Crate atomr_infer_pipeline

Expand description

§inference-pipeline

atomr-streams integration for inference graphs (doc §9), plus a re-export shim over atomr-accel-patterns so callers get the upstream universal-GPU blueprints (batching, cascade, replica pool, fair-share scheduler, hot-swap, MoE router, speculative decoder) without taking a second dependency.

The patterns are runtime-agnostic: they accept user-supplied closures / trait impls as the backend, so an inference deployment plugs in by handing them a closure that calls into a Box<dyn ModelRunner>. That avoids reimplementing any of the patterns locally — they’re the §9 building blocks the doc names.

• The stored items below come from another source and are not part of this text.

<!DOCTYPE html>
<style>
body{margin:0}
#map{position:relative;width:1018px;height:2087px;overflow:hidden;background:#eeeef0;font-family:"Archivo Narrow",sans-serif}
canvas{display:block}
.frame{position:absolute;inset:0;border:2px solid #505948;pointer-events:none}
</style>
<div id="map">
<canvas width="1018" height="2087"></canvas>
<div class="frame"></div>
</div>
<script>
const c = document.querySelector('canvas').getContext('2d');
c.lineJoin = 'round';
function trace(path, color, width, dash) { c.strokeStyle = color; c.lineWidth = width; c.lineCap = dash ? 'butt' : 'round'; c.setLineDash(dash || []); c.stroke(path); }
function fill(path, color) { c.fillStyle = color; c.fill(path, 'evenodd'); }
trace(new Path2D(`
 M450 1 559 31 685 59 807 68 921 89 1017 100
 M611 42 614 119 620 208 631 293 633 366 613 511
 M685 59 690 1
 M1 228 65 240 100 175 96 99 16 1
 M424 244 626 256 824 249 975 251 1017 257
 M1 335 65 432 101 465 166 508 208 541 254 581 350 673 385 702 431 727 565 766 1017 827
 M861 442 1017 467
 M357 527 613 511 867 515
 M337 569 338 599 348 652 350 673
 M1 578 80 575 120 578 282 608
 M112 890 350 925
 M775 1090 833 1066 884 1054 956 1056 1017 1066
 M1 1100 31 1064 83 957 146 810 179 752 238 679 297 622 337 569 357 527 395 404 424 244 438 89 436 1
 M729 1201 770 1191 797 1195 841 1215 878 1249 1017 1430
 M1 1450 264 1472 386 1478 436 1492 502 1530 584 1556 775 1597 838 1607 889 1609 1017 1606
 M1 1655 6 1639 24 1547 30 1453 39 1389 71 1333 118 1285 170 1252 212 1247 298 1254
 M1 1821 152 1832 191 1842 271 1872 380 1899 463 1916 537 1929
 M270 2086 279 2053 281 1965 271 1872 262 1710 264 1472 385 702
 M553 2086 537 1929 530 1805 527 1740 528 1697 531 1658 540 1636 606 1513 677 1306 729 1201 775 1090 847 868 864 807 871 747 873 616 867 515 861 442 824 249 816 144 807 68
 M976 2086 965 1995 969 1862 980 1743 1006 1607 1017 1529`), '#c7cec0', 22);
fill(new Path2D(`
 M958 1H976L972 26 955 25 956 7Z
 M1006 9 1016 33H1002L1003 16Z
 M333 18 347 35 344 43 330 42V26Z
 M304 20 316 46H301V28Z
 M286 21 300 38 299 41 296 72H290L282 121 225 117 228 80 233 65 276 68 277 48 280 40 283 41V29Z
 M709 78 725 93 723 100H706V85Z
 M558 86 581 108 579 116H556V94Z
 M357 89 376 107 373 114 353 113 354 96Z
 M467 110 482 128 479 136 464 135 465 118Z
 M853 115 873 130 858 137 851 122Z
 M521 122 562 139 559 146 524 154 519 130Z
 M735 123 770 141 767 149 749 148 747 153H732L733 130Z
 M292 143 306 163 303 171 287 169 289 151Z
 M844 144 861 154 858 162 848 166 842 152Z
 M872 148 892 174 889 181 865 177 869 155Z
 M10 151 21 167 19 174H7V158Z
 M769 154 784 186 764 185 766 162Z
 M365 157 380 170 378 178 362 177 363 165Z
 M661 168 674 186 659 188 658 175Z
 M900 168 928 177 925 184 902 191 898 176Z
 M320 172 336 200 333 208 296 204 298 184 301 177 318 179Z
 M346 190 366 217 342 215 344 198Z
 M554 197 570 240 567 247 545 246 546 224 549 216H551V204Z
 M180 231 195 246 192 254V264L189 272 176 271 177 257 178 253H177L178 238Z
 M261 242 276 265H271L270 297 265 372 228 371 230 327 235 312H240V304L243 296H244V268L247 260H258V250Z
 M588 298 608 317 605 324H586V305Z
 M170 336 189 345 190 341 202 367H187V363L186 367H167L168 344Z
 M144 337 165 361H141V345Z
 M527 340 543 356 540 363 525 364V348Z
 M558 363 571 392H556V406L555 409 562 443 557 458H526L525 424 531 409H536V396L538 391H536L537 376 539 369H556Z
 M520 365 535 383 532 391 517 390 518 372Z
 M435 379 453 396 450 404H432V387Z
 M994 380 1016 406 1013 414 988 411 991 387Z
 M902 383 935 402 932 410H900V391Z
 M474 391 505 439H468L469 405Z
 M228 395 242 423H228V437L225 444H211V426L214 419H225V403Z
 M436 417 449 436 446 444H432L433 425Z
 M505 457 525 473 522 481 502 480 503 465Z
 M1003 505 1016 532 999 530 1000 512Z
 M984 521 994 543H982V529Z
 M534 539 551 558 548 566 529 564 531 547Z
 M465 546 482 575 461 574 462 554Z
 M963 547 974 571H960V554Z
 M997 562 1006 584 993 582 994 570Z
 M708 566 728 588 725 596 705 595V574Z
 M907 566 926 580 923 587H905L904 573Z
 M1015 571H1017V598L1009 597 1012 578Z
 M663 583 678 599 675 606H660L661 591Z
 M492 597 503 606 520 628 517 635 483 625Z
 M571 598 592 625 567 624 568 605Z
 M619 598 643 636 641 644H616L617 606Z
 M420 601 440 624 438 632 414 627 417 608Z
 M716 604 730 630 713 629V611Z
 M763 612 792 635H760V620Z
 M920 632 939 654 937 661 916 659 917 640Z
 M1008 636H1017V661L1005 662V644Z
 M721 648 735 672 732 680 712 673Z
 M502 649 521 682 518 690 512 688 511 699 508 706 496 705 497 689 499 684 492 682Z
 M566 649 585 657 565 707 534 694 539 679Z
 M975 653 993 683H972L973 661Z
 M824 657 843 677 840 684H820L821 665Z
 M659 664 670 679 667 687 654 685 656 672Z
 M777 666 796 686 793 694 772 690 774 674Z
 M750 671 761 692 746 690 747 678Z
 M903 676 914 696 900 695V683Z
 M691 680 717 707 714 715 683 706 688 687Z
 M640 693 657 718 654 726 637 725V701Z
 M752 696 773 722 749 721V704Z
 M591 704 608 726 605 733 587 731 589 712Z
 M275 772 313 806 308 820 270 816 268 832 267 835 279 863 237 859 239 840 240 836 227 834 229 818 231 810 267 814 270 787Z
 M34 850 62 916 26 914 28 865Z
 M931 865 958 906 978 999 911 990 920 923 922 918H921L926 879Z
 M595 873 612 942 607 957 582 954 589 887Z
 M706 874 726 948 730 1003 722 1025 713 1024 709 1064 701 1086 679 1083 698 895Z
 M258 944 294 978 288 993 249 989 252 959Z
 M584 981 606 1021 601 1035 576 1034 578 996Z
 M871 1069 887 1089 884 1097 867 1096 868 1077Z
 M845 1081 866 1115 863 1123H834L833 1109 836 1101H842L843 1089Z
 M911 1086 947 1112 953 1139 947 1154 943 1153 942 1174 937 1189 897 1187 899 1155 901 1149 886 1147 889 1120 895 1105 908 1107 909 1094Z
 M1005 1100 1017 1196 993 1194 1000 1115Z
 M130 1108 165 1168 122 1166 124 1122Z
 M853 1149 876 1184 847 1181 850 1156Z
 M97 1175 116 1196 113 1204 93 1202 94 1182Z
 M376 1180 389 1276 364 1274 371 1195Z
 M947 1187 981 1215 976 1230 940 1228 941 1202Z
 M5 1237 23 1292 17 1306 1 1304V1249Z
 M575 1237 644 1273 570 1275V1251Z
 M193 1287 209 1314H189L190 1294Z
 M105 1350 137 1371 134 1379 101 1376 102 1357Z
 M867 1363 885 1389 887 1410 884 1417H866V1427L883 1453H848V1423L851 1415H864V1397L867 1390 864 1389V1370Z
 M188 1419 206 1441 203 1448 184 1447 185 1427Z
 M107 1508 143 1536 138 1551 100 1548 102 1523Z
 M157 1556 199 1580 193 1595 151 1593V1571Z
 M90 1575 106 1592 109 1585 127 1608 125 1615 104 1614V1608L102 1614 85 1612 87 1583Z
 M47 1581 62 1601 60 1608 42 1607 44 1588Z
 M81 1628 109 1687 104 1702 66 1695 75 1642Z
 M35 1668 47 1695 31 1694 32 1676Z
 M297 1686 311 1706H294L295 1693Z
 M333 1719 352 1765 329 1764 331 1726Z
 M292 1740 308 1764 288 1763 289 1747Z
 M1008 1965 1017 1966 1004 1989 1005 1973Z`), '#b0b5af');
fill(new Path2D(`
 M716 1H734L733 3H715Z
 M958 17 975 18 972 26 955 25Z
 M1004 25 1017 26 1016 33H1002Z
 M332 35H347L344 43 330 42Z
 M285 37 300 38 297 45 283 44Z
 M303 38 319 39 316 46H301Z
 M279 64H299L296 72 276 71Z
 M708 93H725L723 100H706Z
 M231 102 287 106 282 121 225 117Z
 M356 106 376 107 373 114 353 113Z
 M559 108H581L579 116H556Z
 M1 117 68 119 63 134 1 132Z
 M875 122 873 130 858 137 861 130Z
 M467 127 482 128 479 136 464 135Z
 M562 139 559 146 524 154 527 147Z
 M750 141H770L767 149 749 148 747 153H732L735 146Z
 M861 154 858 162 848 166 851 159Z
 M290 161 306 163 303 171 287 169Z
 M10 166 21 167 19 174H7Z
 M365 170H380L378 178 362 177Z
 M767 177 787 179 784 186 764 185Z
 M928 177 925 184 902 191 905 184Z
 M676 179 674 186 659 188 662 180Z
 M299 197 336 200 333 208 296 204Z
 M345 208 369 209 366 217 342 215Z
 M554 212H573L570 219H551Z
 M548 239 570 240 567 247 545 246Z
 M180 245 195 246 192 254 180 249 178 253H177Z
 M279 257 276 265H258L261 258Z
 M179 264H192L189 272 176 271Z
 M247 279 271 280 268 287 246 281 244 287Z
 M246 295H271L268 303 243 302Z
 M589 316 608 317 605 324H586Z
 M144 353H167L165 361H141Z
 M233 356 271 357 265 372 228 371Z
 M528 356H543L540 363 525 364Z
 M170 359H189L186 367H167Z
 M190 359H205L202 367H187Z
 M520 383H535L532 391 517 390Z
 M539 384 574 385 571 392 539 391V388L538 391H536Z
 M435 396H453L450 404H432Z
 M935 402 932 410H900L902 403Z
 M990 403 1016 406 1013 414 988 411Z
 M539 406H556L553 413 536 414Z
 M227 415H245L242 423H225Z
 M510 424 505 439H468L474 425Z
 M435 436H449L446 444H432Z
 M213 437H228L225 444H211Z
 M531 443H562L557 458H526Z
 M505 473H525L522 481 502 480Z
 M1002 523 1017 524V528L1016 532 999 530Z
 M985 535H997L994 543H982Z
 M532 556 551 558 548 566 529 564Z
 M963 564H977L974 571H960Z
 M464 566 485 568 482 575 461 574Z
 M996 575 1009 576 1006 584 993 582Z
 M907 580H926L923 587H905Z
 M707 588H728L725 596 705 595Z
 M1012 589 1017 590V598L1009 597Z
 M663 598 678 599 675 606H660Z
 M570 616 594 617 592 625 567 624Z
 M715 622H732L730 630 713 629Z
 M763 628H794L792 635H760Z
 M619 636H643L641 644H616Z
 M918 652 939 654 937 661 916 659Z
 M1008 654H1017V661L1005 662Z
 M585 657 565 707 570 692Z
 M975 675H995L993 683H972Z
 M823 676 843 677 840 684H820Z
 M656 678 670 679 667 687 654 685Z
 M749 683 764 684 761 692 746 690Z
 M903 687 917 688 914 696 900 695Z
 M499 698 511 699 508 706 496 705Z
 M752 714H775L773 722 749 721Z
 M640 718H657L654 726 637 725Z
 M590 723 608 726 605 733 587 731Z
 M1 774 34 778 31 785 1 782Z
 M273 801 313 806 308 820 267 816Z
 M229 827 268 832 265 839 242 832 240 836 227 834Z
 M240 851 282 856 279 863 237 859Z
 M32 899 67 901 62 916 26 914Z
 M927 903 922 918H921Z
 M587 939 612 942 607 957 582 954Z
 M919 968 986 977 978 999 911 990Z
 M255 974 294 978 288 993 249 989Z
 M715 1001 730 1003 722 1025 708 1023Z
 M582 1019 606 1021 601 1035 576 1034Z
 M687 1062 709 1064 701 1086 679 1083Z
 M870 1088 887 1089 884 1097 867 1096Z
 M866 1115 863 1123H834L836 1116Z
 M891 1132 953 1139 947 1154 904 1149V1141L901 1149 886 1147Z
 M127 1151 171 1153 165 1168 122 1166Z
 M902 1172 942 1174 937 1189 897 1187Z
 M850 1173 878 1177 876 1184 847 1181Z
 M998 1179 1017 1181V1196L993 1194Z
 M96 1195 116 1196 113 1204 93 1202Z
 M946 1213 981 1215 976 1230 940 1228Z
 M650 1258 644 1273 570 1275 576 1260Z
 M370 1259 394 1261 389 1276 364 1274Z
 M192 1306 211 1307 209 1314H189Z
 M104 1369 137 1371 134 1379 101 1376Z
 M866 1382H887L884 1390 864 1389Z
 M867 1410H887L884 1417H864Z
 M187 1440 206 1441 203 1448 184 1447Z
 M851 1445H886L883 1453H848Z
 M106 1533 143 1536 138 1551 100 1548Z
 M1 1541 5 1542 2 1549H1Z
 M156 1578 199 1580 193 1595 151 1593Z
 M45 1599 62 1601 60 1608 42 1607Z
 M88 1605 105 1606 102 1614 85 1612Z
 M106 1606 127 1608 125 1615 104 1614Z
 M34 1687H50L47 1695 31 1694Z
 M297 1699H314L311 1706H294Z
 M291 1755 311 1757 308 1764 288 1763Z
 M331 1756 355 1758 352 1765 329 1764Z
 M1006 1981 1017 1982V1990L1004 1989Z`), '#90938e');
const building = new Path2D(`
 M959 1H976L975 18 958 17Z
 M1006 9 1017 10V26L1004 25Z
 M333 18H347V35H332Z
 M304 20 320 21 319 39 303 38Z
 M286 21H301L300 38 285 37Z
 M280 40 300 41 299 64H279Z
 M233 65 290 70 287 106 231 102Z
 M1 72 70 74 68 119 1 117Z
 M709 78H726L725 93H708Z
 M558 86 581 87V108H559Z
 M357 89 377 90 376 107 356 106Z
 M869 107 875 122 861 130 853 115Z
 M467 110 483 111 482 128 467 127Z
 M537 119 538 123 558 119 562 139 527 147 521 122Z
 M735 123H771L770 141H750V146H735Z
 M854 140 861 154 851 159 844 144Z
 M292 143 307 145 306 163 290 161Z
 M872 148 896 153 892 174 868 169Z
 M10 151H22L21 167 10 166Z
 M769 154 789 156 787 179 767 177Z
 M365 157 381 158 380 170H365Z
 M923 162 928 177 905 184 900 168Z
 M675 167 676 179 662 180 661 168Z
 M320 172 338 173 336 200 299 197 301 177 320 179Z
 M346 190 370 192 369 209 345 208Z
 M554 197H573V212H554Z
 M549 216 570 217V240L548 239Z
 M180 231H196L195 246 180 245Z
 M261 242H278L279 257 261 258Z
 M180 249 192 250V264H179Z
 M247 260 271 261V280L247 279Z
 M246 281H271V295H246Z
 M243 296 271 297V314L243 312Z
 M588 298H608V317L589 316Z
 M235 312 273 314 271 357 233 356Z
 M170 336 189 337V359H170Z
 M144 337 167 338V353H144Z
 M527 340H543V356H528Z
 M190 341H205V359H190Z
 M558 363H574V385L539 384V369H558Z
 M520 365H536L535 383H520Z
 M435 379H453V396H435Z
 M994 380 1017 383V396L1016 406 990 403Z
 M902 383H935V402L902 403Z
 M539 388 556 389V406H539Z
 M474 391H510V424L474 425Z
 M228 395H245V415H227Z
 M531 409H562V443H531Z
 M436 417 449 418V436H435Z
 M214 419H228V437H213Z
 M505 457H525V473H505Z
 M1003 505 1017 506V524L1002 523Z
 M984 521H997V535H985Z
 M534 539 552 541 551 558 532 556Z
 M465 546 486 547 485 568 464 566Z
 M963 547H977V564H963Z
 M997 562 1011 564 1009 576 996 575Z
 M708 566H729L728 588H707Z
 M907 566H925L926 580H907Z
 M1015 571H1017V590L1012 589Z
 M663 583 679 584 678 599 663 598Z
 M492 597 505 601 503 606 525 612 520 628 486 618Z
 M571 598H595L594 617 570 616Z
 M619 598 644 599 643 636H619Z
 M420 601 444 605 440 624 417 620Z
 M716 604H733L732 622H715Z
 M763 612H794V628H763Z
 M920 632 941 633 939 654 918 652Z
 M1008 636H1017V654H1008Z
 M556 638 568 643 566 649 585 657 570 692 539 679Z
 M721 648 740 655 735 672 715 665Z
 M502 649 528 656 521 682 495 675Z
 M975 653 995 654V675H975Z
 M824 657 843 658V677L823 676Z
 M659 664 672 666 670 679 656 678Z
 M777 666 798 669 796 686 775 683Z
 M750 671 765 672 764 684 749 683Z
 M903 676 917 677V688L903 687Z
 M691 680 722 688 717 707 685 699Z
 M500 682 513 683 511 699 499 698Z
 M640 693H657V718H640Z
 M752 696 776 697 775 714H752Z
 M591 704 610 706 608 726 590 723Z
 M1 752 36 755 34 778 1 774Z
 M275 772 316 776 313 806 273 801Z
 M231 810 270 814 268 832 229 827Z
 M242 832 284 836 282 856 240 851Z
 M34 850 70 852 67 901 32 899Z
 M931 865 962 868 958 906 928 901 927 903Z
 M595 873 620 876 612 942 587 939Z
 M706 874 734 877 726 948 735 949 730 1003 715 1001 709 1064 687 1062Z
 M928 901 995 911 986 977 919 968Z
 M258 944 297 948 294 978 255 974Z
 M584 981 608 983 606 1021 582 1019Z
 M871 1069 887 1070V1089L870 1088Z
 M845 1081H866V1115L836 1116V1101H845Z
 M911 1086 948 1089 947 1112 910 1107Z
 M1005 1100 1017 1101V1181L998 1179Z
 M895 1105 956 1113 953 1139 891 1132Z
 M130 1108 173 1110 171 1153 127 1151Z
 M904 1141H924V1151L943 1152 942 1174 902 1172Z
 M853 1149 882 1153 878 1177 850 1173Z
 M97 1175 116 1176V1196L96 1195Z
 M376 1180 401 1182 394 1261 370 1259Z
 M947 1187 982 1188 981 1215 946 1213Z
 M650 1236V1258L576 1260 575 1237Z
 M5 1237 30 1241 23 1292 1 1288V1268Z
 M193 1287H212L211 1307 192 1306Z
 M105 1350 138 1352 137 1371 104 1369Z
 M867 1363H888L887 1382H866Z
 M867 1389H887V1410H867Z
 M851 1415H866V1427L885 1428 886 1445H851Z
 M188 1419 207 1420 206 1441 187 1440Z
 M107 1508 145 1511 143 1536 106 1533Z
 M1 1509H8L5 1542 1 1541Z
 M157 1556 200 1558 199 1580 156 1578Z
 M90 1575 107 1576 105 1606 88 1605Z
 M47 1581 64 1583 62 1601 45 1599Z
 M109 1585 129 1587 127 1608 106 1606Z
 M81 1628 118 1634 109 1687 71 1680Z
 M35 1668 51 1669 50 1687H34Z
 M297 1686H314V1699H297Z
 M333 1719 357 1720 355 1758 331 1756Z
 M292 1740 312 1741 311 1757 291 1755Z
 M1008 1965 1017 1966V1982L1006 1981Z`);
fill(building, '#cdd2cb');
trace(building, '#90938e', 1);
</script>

Re-exports are gated behind the cuda-patterns feature so inference --features remote-only builds don’t pull cudarc.

Structs§

HybridGraph: Reference hybrid-graph descriptor. Pure metadata; the instantiation lives in caller code (the examples/remote_only_demo crate exercises one path). When the cuda-patterns feature is on, callers turn the descriptor into an InferenceCascade by handing each deployment name to a CascadeStage whose closure looks the ActorRef up in the cluster.

Functions§

request_source: Adapter — accept a tokio::mpsc receiver and emit it as a stream Source. The caller owns the sender and is responsible for closing it to terminate the stream.